Australia must adopt some UK thinking here with all e-waste included in our scheme. This includes all the invisible e-waste that is proliferated throughout our home (the idea that to be e-waste it must have a cable is outdated for example). We need to stop swimming in grey and mucking around with our own Australian definitions and look to what is occurring globally and align.

Given that we are constantly told by policy makers that we do not make these products here making it more challenging to regulate, does it not make sense then to utilise the global definitions and approaches, in particular the EU where most head offices are domiciled? We also need to accelerate the packaging reform…seriously. The Australian Packaging Covenant is 20 years old.
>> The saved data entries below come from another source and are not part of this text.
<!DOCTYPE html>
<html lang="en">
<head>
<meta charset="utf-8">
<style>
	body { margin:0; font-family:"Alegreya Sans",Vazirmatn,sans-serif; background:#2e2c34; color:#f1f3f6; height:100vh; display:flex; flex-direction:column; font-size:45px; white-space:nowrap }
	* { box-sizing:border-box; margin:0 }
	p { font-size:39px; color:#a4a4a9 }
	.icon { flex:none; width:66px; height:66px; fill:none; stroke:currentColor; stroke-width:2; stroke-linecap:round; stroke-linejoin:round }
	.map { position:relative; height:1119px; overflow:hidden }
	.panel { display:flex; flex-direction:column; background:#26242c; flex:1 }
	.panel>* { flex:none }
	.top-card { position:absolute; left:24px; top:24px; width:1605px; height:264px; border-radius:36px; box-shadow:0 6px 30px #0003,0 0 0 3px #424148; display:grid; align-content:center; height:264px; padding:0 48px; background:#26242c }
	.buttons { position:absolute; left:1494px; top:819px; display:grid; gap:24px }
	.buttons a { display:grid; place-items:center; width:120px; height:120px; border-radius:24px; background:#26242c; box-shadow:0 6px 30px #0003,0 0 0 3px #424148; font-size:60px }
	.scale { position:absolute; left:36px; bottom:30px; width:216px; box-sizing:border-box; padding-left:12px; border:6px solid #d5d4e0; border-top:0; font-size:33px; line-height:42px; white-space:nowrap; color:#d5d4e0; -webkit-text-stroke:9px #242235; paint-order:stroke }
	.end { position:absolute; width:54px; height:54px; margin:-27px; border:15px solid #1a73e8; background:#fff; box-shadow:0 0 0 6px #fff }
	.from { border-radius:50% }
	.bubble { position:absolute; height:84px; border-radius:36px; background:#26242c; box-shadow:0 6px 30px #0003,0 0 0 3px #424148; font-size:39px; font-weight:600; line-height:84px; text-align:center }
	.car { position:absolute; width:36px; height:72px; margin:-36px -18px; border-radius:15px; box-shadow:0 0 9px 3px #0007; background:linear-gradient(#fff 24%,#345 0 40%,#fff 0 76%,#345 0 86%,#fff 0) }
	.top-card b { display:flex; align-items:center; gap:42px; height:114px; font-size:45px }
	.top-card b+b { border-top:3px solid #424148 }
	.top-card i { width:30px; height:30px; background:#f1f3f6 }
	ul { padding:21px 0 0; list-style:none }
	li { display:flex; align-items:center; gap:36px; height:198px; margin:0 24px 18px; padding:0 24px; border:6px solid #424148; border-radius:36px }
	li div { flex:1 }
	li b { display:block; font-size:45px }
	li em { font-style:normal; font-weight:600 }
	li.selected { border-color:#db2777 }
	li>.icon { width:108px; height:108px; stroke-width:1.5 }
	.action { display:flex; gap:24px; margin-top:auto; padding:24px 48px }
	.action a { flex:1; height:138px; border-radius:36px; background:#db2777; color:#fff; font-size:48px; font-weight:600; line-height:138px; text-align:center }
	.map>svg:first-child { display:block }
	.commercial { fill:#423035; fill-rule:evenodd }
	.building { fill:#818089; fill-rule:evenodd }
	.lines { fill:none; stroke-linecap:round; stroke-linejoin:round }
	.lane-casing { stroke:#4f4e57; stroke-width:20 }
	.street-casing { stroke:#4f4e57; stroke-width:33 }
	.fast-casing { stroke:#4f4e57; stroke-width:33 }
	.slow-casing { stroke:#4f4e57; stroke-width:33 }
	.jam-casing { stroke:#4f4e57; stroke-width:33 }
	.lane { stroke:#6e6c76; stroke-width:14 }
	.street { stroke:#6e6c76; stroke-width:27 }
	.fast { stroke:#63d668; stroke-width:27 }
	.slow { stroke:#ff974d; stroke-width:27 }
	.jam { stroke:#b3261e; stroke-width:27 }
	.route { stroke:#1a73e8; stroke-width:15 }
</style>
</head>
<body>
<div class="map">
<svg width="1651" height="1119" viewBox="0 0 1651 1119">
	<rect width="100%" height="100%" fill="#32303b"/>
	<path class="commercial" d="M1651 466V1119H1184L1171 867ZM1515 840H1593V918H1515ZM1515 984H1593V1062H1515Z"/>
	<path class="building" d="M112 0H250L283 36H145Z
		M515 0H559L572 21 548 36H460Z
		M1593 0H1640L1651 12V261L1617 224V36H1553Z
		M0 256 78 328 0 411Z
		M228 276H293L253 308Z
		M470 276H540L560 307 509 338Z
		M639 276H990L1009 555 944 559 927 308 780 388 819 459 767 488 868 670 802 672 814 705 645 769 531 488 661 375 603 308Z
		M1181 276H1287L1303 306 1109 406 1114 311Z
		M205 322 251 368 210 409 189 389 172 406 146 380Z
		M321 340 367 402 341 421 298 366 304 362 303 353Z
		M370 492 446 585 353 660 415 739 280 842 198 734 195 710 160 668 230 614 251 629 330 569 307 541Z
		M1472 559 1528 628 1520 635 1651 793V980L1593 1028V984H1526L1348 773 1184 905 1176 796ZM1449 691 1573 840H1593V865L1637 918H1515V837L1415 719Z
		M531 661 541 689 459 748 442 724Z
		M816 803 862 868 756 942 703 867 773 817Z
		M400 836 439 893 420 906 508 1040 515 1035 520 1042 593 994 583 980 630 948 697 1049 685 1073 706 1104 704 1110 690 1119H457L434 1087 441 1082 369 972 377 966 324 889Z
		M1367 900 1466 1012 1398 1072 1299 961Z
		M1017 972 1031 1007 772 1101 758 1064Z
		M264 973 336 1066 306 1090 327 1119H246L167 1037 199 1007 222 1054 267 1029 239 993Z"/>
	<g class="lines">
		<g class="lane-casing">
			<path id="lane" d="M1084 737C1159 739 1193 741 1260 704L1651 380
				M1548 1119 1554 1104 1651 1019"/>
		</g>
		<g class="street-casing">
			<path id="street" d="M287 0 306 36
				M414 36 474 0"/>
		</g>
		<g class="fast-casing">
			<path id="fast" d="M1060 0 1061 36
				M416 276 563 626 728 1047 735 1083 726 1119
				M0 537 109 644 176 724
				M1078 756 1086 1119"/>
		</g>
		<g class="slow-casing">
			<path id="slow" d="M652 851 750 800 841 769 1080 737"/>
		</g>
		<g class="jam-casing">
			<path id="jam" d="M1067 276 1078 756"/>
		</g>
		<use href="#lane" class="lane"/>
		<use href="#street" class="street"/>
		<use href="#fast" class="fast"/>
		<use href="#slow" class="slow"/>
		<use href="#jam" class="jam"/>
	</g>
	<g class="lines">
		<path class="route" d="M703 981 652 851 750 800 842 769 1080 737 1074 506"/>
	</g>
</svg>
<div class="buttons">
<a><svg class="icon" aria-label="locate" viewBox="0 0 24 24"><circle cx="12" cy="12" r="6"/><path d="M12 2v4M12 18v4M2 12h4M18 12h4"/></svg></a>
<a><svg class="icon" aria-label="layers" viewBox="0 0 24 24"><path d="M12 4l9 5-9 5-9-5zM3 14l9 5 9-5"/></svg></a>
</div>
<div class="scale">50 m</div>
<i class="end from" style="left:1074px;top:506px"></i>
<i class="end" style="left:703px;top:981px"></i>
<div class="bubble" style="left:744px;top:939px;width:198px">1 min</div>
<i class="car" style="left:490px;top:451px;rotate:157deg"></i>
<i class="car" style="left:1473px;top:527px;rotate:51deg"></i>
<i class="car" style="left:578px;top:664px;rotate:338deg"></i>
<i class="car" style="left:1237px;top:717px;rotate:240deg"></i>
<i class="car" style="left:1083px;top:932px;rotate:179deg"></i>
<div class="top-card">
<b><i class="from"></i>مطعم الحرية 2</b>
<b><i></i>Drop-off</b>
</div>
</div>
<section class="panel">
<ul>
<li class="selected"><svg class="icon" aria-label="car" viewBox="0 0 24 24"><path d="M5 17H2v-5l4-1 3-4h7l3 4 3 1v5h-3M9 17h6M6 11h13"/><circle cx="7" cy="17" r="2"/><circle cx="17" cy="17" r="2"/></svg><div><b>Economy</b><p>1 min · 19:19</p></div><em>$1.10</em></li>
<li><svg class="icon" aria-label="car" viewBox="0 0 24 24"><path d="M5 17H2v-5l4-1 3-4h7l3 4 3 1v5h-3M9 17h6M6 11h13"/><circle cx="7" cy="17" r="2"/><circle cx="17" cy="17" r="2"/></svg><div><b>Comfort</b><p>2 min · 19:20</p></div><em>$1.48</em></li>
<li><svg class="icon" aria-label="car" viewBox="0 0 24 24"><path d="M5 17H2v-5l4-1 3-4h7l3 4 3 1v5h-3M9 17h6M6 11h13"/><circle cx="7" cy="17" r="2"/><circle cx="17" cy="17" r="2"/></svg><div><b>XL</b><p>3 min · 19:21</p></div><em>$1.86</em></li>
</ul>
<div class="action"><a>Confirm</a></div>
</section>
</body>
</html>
THe means 2024 must be the year we get on with it. At the final Environment Ministers Meeting of 2023 we had the Federal Government taking responsibility for packaging, so in 2024 we must get the detail and get this implemented.

There is no reason Australia should not lead the world given the energy we have spent collectively on packaging, but at the very least we need to leapfrog our archrivals the Brits with the introduction of a genuine producer responsibility scheme with the whole supply chain and teeth. We need the teeth not to just be on those that try to manufacture these recycled commodities at the end of the chain, through export restrictions, but also on those that place this material on the market.

We have seen clearly with container deposit EPR schemes that the price signal placed on the producer has led to significant investment in infrastructure and employment nationally, increased recovery and use of these recycled materials in Australia. Compare this with the current approach of paying a fee to be part of a body (Covenant) that grows its own physical staff and has done little to increase practical recovery and investment in needed infrastructure – it’s a no brainer.
I know you need to be careful about what you wish for, but I genuinely hope that as quickly as we have demonstrated our ability to clean up after disasters, we can move to intelligent systems thinking policy in 2024. We have had Teams meetings on these topics for a number of years now, and while that talk has carried on at sometimes a pace that is nothing short of glacial, we have seen that nature moves far quicker. The harsh reality for those that are involved in the clean-up of these disasters – they are becoming more and more frequent. While many of us like to seek the sun for our holidays, we must address the challenge of global warming. Time keeps ticking and the planet keeps warming. The time for action is now.